::: Provided data
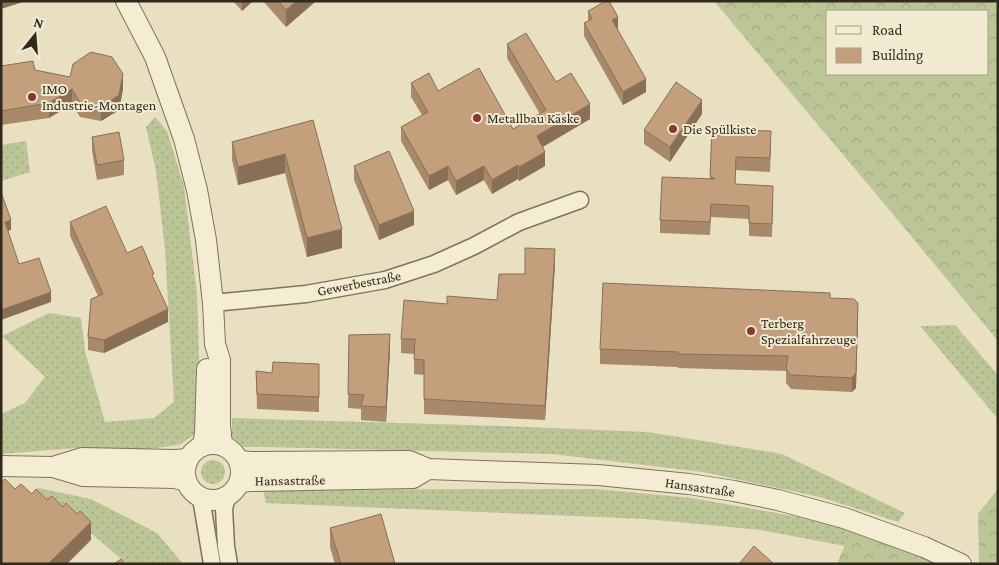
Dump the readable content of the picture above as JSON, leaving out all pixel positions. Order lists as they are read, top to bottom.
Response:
{
  "streets": {
    "street": ["Gewerbestraße", "Hansastraße"]
  },
  "places": [
    "IMO Industrie-Montagen",
    "Metallbau Käske",
    "Die Spülkiste",
    "Terberg Spezialfahrzeuge"
  ],
  "legend": ["Road", "Building"],
  "north": "top"
}
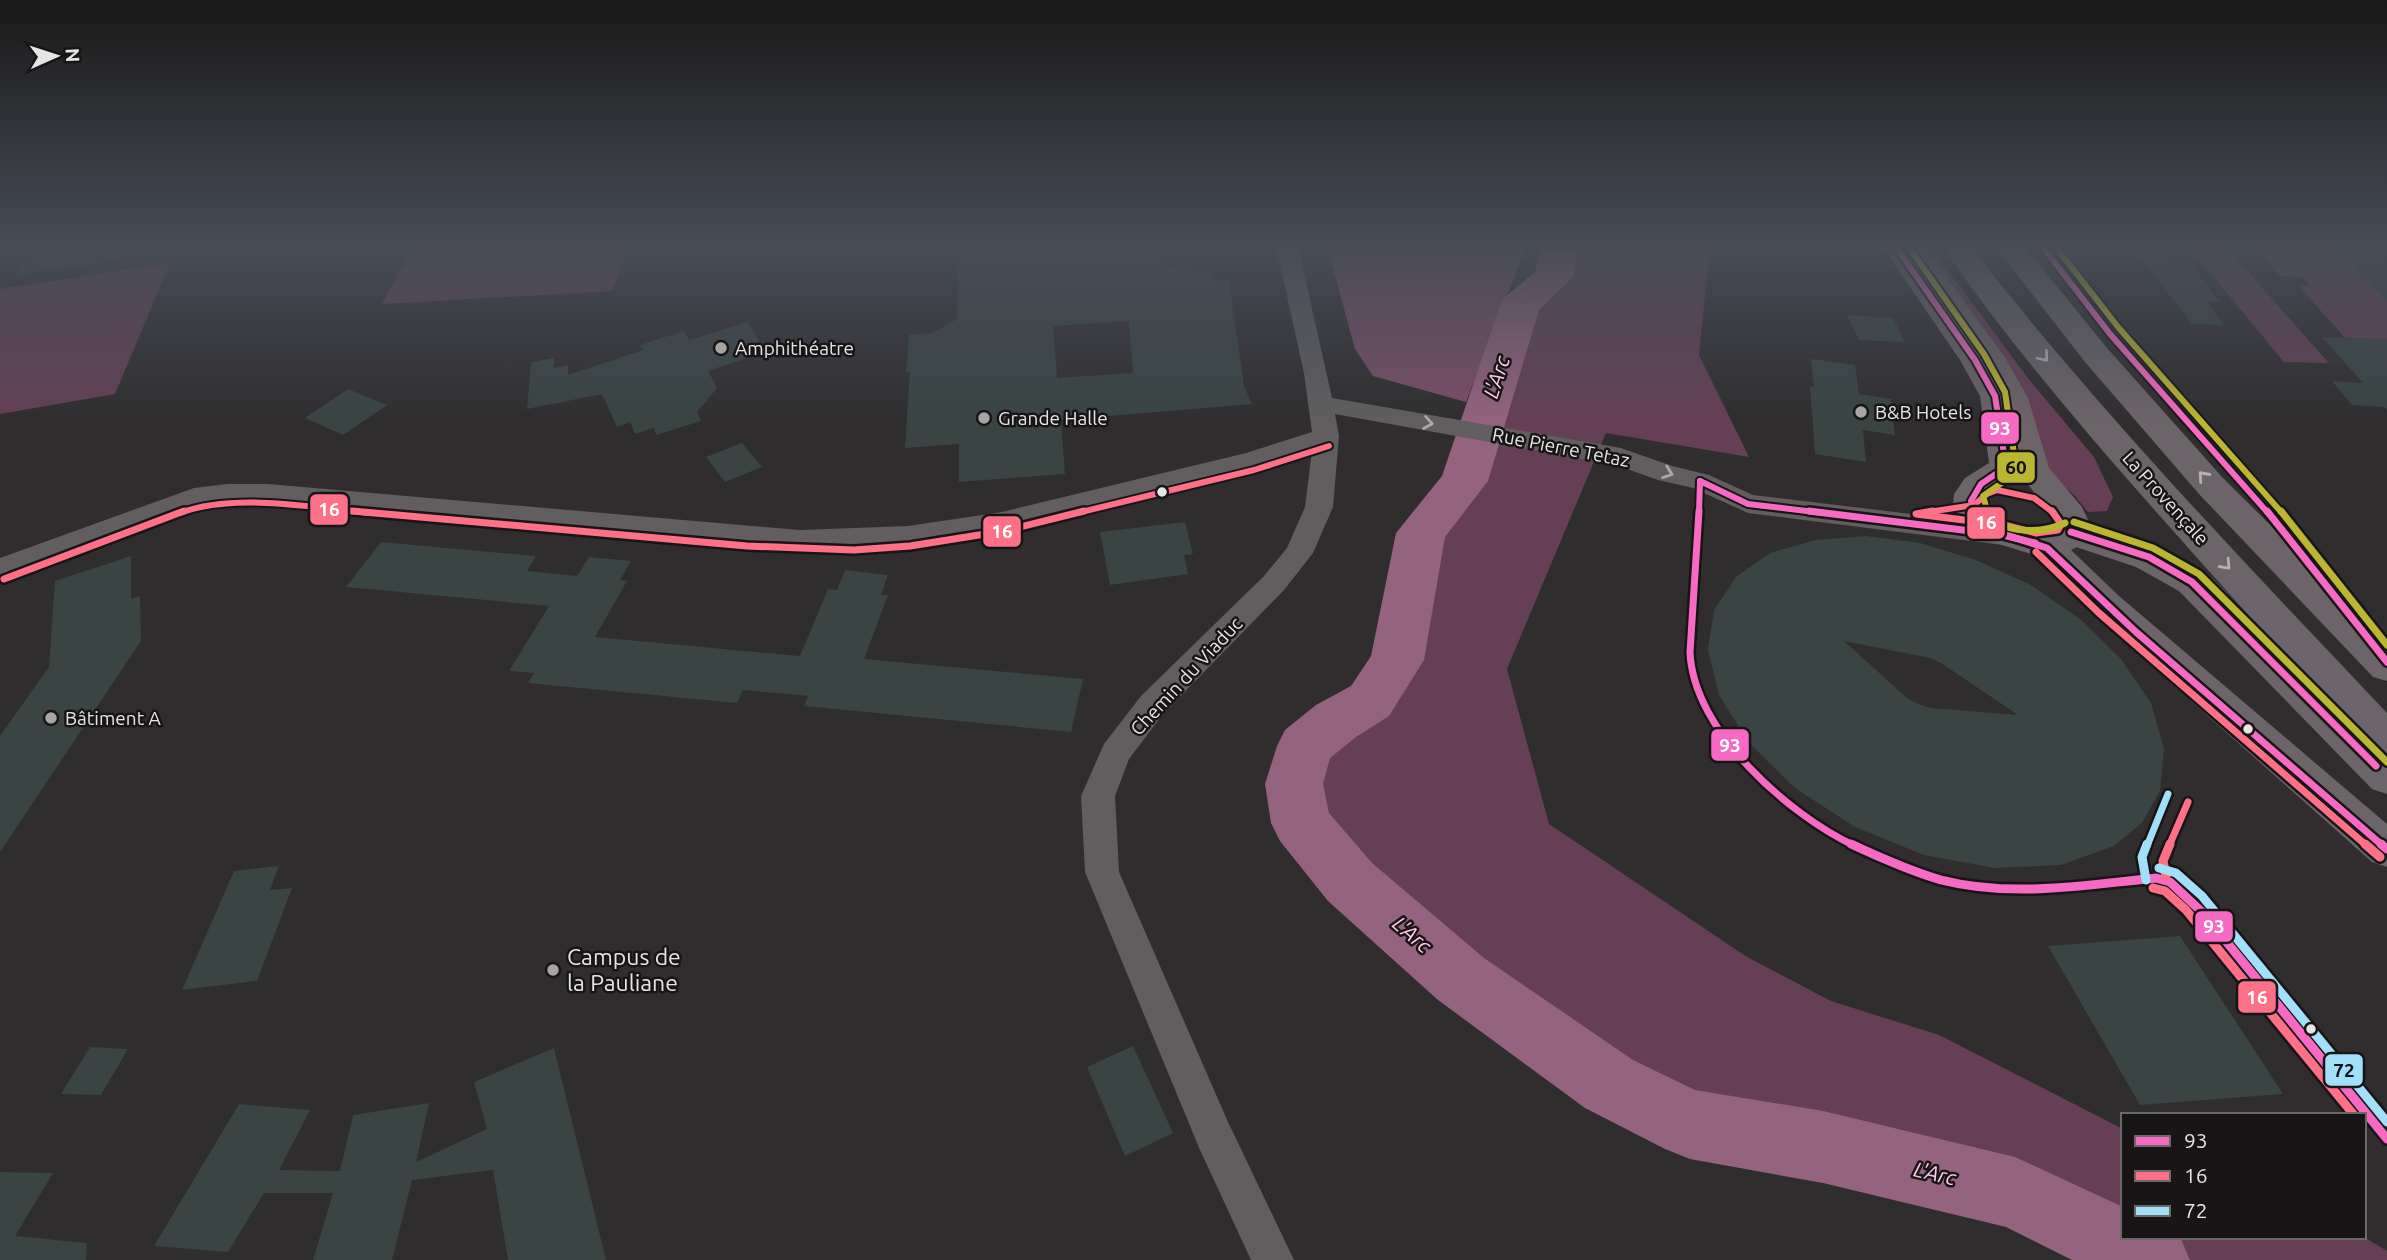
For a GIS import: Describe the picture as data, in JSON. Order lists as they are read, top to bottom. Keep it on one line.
::::::
- _What is required_
Take each line above that holds the string "lists" and copy it.

- _Response area_
Dump the readable content of the picture above as JSON, leaving out all pixel positions. Order lists as they are read, top to bottom.
For a GIS import: Describe the picture as data, in JSON. Order lists as they are read, top to bottom. Keep it on one line.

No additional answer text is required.